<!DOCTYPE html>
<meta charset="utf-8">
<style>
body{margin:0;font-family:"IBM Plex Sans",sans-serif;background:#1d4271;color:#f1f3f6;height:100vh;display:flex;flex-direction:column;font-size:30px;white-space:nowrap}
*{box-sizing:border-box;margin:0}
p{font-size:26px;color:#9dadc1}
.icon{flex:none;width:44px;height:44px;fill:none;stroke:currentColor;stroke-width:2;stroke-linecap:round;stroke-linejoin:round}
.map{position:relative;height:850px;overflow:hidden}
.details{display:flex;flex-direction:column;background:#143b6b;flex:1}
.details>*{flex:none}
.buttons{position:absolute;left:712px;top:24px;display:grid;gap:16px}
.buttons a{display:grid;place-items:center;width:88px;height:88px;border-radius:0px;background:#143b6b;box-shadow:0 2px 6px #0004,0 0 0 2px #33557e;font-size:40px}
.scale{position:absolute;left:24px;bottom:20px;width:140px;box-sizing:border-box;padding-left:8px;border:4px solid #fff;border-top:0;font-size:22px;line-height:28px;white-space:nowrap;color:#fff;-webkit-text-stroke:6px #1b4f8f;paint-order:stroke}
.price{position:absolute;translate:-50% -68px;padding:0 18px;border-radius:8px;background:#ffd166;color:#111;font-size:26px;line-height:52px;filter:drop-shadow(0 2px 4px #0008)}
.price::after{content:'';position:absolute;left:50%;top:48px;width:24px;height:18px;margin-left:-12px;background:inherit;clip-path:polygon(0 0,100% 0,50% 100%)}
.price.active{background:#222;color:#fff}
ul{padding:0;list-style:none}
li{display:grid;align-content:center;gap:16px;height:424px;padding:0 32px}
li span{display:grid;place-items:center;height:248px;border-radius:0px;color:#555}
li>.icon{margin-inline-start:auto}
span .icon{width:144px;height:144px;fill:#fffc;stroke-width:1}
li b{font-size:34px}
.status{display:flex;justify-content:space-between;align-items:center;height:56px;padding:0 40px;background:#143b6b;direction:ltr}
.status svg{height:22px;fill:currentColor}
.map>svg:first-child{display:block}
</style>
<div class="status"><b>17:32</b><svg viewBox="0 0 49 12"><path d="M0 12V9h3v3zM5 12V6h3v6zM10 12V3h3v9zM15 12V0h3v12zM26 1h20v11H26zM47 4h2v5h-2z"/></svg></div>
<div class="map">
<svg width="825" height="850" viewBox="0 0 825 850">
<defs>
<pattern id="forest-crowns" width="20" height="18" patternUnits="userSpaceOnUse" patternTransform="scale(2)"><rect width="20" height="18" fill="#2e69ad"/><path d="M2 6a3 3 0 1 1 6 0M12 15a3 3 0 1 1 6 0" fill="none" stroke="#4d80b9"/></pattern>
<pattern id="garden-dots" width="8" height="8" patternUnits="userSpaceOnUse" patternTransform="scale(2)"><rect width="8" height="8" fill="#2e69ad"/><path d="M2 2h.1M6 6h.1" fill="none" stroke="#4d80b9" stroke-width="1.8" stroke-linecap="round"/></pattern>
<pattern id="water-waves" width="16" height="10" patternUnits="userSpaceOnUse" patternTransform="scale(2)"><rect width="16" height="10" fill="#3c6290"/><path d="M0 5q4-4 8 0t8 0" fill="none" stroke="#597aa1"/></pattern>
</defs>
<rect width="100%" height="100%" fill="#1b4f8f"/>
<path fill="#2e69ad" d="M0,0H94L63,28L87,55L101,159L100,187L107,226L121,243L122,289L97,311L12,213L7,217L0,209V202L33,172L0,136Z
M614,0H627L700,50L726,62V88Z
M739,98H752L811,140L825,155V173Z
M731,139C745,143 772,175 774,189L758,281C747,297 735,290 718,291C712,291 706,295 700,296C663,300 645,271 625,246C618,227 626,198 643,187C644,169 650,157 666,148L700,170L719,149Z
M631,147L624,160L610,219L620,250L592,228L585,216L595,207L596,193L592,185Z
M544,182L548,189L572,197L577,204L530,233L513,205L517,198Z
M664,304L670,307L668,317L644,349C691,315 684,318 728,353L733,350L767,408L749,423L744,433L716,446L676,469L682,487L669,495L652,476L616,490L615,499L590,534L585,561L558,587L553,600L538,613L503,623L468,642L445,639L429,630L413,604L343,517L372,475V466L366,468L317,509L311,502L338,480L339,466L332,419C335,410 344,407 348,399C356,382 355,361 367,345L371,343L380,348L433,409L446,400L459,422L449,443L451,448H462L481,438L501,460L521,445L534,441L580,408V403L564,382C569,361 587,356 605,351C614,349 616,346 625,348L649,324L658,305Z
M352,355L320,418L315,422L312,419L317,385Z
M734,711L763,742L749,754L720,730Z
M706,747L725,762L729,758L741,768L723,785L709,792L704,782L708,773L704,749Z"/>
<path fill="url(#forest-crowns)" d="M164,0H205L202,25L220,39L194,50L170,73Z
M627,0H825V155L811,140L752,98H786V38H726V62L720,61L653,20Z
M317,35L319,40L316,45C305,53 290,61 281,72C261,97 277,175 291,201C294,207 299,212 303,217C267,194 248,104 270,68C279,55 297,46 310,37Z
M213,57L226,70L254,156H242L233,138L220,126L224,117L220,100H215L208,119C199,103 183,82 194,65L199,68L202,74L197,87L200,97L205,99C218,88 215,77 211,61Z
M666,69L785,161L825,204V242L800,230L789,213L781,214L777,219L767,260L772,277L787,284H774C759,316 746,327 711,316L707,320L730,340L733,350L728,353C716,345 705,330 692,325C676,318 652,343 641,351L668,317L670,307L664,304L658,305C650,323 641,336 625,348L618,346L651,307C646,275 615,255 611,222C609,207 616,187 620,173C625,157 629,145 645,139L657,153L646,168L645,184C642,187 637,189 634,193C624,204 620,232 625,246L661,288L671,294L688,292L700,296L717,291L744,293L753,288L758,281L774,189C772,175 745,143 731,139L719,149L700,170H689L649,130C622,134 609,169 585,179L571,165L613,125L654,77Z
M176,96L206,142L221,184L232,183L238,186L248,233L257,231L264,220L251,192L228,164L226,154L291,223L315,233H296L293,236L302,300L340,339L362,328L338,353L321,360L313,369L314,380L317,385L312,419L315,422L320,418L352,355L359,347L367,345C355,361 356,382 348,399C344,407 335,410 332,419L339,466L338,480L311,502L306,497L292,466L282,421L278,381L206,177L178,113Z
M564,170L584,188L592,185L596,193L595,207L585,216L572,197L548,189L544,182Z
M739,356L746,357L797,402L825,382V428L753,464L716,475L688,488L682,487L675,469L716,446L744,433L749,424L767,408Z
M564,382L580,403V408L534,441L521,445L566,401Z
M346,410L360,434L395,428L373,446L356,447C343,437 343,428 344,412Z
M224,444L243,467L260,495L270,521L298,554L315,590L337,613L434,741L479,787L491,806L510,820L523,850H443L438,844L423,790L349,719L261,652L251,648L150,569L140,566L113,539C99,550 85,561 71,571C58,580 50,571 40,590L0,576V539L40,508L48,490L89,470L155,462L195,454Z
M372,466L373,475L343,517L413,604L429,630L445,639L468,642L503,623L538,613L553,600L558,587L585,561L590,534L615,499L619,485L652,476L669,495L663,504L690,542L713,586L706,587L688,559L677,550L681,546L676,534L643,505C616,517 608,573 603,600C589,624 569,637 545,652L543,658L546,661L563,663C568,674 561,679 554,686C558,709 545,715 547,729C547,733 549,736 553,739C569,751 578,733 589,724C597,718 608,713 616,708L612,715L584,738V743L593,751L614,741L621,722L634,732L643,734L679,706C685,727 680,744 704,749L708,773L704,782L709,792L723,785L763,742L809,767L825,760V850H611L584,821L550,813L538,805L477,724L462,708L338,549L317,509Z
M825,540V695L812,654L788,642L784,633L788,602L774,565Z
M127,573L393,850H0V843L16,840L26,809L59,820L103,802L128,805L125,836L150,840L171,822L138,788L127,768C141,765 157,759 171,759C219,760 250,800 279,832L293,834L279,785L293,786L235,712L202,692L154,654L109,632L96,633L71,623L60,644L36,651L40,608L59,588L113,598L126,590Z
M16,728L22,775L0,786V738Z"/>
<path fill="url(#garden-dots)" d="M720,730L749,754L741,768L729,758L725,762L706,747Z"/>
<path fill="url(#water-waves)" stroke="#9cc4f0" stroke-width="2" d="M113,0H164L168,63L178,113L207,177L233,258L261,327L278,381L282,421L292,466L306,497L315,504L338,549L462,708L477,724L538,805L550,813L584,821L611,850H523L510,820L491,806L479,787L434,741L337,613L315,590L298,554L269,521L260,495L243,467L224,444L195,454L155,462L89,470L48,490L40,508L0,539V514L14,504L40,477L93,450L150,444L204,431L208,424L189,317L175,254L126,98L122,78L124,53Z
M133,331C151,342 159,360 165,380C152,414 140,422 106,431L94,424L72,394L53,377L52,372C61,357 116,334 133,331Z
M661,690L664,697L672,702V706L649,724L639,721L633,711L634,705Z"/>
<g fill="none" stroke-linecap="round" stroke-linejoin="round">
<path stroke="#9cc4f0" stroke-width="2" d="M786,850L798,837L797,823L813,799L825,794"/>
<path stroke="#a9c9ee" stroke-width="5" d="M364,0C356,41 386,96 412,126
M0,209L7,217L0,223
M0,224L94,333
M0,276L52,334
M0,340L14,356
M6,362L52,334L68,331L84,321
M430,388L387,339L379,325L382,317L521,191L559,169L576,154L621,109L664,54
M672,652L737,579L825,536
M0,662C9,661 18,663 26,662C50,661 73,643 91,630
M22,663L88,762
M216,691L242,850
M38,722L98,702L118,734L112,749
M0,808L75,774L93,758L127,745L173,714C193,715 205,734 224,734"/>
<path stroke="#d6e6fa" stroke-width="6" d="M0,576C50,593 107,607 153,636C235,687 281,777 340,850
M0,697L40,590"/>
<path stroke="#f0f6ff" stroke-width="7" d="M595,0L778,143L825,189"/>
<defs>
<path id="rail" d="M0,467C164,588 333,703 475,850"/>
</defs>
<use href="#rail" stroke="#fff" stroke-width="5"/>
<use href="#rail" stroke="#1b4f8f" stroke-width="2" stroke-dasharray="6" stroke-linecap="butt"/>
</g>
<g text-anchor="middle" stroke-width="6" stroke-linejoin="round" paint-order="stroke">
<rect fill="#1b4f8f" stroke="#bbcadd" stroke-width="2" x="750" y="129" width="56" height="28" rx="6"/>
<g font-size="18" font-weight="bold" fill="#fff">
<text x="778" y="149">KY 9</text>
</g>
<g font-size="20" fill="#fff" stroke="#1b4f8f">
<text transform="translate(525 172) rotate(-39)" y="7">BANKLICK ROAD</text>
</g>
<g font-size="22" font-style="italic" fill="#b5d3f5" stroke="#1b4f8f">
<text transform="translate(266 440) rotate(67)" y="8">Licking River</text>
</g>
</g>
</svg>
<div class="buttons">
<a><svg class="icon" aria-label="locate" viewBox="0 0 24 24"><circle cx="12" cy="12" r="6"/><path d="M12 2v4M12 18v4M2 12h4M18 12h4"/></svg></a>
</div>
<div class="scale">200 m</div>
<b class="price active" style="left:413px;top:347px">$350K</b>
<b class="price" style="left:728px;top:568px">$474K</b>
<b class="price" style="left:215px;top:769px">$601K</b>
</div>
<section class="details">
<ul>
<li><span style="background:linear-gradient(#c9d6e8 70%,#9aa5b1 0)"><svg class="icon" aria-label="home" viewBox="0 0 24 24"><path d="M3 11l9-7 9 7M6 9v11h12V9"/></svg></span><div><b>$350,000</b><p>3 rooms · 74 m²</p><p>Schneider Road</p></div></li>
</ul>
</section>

========================================

Problem requirements:
In the listing above, find each line with "position" and copy it.

Result for this exercise:
.map{position:relative;height:850px;overflow:hidden}
.buttons{position:absolute;left:712px;top:24px;display:grid;gap:16px}
.scale{position:absolute;left:24px;bottom:20px;width:140px;box-sizing:border-box;padding-left:8px;border:4px solid #fff;border-top:0;font-size:22px;line-height:28px;white-space:nowrap;color:#fff;-webkit-text-stroke:6px #1b4f8f;paint-order:stroke}
.price{position:absolute;translate:-50% -68px;padding:0 18px;border-radius:8px;background:#ffd166;color:#111;font-size:26px;line-height:52px;filter:drop-shadow(0 2px 4px #0008)}
.price::after{content:'';position:absolute;left:50%;top:48px;width:24px;height:18px;margin-left:-12px;background:inherit;clip-path:polygon(0 0,100% 0,50% 100%)}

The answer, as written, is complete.